System Design - RAID and Storage

December 20, 2025 | system-design, storage

Related pages
- System Design - Network

Notes on computer storage architecture regarding system design.

Storage#

Persisting data in a organized manner
- Even on system failure
Recovering and accessing when needed
Long-term storage
Security, performance, latency, scalability, redundancy, replication, availability, etc.
HDD, SSD, Network Systems, etc.
- Where to store the data, depending on our use-case
- Best storage model for cases where we write a lot, or read a lot
We want to expand the size in case we reach the maximum capacity

Metrics and dimensions#

Some metrics can help guide us based on our requirements, which storage to choose.

Throughput#

Number of operations a system can handle within a determined period of time.

Operations / time
Data transferred to a storage unit
Number of reads and writes
Megabytes per second (MB/s)
Gigabytes per second (GB/s)

Disks with higher throughput are generally more expensive and used for systems that the amount of read/write are extremely high. They need to work with a large amount of request, etc.

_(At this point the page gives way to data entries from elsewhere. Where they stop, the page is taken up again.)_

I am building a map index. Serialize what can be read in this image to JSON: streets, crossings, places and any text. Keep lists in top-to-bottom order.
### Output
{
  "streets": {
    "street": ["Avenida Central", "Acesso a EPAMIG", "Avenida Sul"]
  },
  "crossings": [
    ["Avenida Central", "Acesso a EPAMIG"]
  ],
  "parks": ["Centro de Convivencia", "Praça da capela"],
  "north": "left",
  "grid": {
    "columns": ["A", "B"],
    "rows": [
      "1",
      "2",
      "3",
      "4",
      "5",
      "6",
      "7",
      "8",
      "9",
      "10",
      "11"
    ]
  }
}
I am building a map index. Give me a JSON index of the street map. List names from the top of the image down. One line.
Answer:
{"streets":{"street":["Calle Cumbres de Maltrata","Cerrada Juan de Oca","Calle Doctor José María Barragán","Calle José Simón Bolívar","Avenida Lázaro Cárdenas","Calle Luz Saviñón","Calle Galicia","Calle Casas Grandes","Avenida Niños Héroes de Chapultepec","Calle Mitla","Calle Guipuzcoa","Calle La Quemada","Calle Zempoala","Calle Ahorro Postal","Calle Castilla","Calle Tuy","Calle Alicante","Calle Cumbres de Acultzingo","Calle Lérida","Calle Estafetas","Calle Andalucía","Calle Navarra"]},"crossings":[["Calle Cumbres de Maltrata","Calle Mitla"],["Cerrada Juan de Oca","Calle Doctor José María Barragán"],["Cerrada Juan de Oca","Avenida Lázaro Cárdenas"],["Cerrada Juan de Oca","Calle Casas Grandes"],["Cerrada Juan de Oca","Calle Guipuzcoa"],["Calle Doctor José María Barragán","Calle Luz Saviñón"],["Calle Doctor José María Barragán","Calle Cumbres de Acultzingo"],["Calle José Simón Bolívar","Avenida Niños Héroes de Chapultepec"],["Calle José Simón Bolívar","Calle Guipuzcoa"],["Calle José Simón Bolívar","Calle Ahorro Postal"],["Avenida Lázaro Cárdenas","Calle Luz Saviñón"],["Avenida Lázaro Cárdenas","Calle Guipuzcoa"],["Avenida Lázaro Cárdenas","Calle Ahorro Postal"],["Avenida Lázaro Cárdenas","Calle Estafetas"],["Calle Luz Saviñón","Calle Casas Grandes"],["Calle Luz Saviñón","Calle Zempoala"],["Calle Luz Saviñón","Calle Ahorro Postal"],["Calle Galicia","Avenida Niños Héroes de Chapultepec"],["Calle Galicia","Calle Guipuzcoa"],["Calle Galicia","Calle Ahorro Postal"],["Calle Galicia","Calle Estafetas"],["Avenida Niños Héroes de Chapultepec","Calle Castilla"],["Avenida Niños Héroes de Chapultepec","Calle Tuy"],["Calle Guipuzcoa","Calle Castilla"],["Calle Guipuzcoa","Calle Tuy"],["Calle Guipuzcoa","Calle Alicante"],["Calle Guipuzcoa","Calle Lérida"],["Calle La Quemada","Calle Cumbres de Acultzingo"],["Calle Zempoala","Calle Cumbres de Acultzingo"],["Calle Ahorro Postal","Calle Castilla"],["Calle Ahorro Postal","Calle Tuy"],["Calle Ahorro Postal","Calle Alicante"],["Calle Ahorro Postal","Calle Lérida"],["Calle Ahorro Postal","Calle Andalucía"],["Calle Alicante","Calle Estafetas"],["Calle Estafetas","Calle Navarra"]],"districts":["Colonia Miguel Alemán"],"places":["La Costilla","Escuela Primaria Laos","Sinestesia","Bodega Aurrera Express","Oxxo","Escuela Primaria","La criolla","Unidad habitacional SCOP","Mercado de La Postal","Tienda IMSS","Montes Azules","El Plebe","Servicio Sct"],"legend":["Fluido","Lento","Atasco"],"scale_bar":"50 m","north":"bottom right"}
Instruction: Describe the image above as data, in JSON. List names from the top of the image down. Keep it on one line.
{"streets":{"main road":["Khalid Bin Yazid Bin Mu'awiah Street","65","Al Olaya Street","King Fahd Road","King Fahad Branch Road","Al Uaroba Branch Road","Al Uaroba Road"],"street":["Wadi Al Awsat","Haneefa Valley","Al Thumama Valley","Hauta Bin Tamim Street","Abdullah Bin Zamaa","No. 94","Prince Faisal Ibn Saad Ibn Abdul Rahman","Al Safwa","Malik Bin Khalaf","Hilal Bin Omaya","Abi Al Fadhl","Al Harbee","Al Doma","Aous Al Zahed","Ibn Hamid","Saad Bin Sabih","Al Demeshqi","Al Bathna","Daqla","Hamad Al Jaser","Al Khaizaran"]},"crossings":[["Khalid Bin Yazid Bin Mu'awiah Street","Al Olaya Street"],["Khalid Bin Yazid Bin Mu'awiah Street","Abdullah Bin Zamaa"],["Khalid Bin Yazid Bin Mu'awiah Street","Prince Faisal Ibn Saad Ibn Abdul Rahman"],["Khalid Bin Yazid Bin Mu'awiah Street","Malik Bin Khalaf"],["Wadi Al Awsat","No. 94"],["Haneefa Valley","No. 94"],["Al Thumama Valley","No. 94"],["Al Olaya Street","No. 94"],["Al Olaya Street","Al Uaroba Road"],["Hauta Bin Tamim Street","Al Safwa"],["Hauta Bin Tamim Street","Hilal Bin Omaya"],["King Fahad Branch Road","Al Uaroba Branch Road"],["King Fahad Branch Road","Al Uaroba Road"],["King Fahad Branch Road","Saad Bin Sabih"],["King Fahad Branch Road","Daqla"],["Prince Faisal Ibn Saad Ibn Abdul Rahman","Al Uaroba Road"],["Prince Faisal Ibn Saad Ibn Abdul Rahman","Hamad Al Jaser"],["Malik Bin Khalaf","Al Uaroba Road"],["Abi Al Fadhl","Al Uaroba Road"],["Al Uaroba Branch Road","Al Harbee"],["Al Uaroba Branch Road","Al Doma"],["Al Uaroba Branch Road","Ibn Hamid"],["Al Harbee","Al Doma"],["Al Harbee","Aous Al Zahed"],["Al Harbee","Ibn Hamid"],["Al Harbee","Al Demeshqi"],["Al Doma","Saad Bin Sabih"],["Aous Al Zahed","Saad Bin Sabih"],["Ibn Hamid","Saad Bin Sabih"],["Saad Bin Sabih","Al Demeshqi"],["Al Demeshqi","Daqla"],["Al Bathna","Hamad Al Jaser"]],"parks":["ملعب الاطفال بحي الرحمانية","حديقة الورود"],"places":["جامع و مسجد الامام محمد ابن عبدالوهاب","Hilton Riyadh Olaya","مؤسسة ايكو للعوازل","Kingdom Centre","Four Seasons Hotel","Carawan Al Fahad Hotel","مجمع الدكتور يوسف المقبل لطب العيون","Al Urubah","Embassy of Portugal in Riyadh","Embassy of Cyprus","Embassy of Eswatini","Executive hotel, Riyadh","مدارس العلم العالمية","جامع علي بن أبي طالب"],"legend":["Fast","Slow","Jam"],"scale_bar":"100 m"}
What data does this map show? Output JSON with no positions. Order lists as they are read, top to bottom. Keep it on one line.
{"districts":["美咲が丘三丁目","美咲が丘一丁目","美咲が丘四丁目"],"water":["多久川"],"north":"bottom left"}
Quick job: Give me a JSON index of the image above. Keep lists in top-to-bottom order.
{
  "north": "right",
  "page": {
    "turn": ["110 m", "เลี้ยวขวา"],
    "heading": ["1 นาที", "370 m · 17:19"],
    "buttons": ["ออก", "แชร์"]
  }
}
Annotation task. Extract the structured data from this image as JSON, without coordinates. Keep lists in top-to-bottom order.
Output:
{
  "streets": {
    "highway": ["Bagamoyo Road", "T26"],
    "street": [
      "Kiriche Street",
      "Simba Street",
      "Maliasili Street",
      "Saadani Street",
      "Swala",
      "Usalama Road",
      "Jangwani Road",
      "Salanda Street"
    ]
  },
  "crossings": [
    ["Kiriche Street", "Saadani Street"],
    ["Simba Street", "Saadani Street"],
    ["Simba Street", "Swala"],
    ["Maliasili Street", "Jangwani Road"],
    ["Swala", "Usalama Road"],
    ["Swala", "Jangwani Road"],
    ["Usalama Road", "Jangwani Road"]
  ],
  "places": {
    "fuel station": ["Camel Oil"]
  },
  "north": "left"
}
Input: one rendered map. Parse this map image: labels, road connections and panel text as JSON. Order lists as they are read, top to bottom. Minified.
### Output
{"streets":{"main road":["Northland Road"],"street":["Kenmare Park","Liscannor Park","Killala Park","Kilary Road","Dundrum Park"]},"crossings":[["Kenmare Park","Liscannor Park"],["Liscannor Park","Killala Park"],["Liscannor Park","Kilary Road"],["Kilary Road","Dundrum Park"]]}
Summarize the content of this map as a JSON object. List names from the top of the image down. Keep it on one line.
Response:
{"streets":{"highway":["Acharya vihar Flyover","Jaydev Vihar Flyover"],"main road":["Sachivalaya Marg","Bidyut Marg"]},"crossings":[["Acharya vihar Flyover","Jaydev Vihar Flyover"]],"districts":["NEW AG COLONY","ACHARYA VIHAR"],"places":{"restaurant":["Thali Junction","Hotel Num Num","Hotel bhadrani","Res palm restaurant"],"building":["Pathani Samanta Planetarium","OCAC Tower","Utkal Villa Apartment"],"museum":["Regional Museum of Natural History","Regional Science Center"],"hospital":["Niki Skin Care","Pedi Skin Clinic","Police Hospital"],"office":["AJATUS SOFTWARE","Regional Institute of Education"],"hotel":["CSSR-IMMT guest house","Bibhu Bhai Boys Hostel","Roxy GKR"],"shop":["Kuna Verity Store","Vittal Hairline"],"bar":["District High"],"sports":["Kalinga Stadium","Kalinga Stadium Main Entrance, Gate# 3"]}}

Throughput is the amount of data we are writing within a time range.

Bandwidth#

The max capacity of my throughput.

Maximum quantity of data in my communication channel
Represents my maximum throughput
MB/s, GB/s, etc.

Bandwidth is the max throughput our channel can accept.

I/O and IOPS#

I/O represents a read/write operation that happens within a system and a storage unit.

I/O operations per second
Read/Write operations

I/O and IOPS shows the number of read/write operation within a unit of a second. We want to keep in mind the number of IOPS a storage can handle, and how much are we using now.

Storage Models#

Similarly to the OSI model, we can also have a similar layered model for storage.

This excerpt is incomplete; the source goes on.